A capacidade instalada de produção de biogás da GNR Dois Arcos é de 35 mil m³/dia, o que resulta em uma produção máxima de biometano de 16 mil m³/dia (ANP, 2021; GUERREIRO, 2020). A Gás Verde possui uma capacidade instalada de produção de biogás de 450 mil m³/dia, equivalente a uma produção máxima de biometano de 204 mil m²/dia (ANP, 2021; GUERREIRO, 2020). Atualmente, nenhuma das duas instalações injetam o biometano na rede de distribuição de gás natural. Ambas escoam a produção através da compressão do biometano e o despache por caminhões (GUERREIRO, 2020). Toda a produção da GNR Dois Arcos é vendida a postos GNV localizados na Região dos Lagos, ao passo que a produção da Gás Verde é vendida a postos GNV e a consumidores industriais (por exemplo, a companhia siderúrgica Ternium) (GUERREIRO, 2020).
1.2. Potencial de produção de biometano no Rio de Janeiro
Segundo a ABIOGÁS (2020, 2021), o estado do Rio de Janeiro possui um potencial para produzir 1.230 mil m³/dia de biometano. Esse potencial se concentra nos RSU e no tratamento de esgoto, que representam um potencial de produção de 593 mil m³/dia. Isso é equivalente 2,7 vezes a atual capacidade instalada no Rio de Janeiro. A Figura 1 mostra que grande parte dos aterros sanitários e das estações de tratamento de esgoto está localizada próxima a gasodutos de distribuição de gás natural. Isso é um fator facilitador para a injeção de biometano na rede de distribuição.

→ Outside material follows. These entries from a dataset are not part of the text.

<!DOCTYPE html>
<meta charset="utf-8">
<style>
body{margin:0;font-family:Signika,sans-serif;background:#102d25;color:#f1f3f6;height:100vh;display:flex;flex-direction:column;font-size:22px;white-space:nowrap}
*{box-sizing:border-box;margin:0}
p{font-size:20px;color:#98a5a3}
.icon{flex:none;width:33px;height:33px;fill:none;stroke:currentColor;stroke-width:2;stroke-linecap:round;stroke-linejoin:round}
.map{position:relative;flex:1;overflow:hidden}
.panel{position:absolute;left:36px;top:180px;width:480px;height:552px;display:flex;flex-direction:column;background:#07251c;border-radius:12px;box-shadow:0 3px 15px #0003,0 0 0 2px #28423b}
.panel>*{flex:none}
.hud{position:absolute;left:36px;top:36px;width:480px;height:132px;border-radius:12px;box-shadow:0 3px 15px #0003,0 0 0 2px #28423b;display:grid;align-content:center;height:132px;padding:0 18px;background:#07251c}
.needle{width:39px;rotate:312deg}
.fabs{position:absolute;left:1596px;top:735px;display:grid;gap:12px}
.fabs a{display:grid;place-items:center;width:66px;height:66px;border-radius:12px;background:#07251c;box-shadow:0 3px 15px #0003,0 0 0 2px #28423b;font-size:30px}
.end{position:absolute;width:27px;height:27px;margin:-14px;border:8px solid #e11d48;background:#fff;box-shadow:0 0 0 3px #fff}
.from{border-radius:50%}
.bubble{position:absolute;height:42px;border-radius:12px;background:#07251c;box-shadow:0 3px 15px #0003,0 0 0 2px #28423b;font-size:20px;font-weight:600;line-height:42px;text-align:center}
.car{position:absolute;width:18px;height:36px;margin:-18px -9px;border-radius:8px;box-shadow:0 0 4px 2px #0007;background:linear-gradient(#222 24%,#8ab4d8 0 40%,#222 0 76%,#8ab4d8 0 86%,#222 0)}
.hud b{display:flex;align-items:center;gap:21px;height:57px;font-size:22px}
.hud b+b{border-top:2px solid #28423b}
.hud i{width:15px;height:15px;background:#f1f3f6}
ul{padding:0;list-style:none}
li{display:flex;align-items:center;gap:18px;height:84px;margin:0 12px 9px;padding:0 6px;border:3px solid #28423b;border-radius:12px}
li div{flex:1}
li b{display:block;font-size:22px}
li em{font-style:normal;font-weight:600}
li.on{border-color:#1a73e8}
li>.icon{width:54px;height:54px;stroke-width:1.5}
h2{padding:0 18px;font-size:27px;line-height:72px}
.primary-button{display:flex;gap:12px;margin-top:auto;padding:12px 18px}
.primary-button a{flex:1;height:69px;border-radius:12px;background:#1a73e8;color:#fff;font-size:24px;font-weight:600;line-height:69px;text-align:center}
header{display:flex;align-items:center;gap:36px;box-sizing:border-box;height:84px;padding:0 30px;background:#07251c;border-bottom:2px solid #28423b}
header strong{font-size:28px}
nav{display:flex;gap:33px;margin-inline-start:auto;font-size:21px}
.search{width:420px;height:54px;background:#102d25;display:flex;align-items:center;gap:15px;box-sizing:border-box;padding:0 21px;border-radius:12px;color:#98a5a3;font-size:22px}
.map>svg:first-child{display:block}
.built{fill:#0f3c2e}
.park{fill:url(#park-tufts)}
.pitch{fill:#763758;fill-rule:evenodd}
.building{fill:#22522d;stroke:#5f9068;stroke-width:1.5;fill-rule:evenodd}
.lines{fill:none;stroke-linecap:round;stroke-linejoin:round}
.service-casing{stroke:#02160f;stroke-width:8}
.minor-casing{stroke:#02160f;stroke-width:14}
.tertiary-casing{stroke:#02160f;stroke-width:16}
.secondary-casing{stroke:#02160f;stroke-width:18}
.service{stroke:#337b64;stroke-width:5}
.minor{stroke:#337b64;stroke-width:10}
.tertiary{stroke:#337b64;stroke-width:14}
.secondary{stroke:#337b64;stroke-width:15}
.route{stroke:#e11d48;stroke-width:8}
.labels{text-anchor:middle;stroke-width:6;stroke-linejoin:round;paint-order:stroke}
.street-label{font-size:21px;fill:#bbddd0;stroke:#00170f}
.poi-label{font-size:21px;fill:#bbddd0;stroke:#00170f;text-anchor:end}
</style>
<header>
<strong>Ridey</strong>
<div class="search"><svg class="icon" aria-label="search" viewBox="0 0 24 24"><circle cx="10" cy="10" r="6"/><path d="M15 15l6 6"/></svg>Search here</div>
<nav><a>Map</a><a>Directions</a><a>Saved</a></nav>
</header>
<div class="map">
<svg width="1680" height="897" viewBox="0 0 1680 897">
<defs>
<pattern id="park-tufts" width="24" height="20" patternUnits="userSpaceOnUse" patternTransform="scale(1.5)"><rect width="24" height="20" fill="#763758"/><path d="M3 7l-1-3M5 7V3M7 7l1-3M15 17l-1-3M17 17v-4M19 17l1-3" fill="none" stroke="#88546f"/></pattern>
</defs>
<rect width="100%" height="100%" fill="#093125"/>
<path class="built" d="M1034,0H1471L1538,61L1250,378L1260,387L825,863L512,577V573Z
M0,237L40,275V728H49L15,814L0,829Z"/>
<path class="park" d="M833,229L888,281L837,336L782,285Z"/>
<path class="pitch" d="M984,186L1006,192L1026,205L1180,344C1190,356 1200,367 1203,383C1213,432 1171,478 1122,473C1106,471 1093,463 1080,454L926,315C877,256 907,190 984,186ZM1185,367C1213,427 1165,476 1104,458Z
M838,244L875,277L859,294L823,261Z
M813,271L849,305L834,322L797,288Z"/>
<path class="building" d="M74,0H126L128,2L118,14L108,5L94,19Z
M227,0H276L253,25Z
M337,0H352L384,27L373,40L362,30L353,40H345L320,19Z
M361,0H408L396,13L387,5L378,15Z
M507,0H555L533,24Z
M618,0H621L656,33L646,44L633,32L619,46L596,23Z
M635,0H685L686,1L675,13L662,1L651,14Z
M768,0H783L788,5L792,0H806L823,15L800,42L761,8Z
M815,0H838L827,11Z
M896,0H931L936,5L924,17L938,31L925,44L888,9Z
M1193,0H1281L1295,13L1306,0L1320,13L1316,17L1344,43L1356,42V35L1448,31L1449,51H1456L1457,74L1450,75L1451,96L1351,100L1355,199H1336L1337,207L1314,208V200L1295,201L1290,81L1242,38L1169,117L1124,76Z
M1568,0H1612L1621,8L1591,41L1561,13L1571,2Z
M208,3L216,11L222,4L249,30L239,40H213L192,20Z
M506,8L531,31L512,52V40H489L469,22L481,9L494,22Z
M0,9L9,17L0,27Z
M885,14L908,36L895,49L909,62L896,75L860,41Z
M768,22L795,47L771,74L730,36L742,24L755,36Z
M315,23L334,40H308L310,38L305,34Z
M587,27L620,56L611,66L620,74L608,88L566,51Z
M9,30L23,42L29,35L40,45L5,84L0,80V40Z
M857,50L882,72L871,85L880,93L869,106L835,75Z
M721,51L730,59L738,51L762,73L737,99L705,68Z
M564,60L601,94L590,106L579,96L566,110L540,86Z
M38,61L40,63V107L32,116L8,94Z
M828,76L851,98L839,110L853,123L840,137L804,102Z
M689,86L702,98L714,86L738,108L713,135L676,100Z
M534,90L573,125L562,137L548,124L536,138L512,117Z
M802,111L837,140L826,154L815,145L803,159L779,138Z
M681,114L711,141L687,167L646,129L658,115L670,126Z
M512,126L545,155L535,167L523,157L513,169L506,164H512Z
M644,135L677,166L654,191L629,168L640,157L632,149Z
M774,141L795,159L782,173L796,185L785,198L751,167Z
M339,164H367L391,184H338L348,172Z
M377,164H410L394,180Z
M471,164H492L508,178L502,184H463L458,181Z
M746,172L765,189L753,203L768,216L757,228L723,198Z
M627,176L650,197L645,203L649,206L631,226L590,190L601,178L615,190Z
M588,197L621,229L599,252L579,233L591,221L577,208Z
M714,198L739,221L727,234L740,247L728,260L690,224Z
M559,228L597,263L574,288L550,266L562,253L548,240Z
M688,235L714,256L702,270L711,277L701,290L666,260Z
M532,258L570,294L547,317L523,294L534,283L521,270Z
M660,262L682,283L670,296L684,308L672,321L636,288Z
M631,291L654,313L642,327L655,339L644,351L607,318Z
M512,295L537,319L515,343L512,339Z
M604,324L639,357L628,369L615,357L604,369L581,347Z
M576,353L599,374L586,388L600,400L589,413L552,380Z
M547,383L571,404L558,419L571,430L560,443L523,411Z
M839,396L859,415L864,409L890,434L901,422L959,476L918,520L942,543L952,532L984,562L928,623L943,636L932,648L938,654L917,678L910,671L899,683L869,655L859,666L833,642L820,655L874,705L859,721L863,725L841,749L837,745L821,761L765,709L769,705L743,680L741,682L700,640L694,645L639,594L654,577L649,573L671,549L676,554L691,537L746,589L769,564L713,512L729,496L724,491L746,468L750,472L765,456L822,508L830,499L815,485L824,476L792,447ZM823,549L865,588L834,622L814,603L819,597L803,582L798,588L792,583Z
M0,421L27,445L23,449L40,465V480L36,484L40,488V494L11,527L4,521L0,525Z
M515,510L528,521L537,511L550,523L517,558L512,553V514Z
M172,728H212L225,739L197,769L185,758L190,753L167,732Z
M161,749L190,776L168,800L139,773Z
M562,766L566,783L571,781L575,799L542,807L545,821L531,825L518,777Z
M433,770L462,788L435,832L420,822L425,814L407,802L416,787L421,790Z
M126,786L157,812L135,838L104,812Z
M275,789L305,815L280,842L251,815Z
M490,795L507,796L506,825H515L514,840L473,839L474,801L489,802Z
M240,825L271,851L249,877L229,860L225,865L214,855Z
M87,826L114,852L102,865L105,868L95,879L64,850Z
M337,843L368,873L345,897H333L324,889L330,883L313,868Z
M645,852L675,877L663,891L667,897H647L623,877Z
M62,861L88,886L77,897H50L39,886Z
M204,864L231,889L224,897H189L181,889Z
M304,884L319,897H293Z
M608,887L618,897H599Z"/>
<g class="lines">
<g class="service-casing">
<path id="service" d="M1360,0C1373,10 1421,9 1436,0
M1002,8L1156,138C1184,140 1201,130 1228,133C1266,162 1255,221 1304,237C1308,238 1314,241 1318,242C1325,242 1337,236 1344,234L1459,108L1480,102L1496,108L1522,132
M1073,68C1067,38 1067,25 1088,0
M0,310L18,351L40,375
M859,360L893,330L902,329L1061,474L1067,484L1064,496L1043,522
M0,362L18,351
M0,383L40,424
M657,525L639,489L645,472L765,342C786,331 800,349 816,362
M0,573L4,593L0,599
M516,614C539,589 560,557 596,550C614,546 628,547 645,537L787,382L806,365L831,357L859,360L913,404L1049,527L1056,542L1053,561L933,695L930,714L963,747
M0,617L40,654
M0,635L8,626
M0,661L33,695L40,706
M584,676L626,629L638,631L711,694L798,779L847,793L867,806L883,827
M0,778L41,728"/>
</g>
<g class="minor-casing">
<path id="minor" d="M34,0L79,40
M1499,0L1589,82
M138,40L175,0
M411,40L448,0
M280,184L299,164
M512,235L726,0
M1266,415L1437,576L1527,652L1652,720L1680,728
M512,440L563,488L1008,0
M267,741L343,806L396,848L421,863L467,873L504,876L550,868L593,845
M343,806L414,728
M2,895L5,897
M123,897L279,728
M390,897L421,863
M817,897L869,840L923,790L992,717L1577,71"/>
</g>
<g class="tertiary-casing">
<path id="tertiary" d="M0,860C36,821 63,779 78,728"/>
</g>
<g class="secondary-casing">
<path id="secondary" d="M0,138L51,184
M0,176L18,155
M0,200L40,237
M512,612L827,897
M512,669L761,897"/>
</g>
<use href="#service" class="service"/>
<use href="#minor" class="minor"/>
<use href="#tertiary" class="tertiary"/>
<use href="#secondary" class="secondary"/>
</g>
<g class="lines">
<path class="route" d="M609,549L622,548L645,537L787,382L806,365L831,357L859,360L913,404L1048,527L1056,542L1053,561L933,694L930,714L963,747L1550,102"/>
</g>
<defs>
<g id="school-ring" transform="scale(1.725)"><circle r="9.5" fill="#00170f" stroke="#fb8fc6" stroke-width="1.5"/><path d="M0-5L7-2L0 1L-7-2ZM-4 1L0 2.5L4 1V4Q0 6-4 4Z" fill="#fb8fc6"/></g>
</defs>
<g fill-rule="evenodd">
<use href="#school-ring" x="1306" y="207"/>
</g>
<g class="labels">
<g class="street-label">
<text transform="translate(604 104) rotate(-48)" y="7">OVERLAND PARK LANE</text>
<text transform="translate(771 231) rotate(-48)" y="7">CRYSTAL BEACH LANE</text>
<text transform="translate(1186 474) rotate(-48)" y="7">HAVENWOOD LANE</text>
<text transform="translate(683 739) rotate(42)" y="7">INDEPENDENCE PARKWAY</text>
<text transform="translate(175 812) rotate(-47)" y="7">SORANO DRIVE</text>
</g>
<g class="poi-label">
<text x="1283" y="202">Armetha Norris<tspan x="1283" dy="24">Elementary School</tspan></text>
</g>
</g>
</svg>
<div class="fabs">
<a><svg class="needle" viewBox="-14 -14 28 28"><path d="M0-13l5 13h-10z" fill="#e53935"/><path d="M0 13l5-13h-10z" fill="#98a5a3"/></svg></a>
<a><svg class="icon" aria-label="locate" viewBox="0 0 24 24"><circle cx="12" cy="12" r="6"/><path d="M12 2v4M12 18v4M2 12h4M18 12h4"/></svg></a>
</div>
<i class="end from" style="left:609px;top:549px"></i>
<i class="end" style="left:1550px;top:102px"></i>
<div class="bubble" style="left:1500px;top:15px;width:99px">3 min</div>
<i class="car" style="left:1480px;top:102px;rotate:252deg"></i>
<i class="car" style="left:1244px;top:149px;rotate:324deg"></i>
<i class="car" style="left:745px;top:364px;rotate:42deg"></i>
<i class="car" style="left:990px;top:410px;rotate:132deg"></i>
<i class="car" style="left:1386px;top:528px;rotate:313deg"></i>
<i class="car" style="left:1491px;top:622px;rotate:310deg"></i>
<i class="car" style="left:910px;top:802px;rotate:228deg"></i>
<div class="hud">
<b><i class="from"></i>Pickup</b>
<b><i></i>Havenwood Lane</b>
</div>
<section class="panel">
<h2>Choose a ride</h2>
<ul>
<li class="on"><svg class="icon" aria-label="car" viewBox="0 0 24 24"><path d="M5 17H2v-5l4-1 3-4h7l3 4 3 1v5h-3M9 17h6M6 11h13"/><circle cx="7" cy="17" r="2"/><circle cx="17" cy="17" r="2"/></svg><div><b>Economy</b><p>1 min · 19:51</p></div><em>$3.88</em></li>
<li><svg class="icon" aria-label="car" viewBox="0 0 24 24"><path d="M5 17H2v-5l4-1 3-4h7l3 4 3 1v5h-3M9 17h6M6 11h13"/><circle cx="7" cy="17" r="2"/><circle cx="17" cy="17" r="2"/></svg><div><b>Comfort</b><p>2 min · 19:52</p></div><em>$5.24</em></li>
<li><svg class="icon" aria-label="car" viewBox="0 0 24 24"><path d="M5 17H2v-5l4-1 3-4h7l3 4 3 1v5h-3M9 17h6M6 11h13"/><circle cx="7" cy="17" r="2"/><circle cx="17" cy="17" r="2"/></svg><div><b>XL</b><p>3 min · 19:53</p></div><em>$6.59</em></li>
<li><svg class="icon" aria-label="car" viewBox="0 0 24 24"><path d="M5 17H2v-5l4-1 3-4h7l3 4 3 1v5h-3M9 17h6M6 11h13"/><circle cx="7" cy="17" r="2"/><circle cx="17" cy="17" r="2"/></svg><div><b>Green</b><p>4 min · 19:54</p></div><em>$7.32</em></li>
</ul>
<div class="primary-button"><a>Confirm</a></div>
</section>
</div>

Figura 1 – Malha de gasodutos do Rio de Janeiro e localização dos aterros sanitários e estações de tratamento de esgoto
Fonte: elaboração própria com dados de IBGE (2021), EPE (2021), SNIS (2021a, 2021b).
Os resíduos da pecuária apresentam uma produção potencial de 551 mil m³/dia de biometano (ABIOGÁS, 2020, 2021). A DataSebrae (2021) estima que 74% desse potencial está concentrado nos resíduos bovinos, 23% nos resíduos de aves e 3% nos resíduos de suínos. Provavelmente, esse potencial será aproveitado para autoconsumo uma vez que há predominância de pequenos e médios produtores. Além disso, parte considerável deste potencial encontra-se na região noroeste e norte fluminense (DATASEBRAE, 2021), afastada dos gasodutos de distribuição. Por fim, os resíduos sucroenergéticos e os resíduos agrícolas apresentam um baixo potencial para a produção de biometano, isto é, 79 mil e 8 mil m³/dia, respectivamente.
2. Regulação do biometano
2.1. Política Estadual de Gás Natural Renovável (biometano)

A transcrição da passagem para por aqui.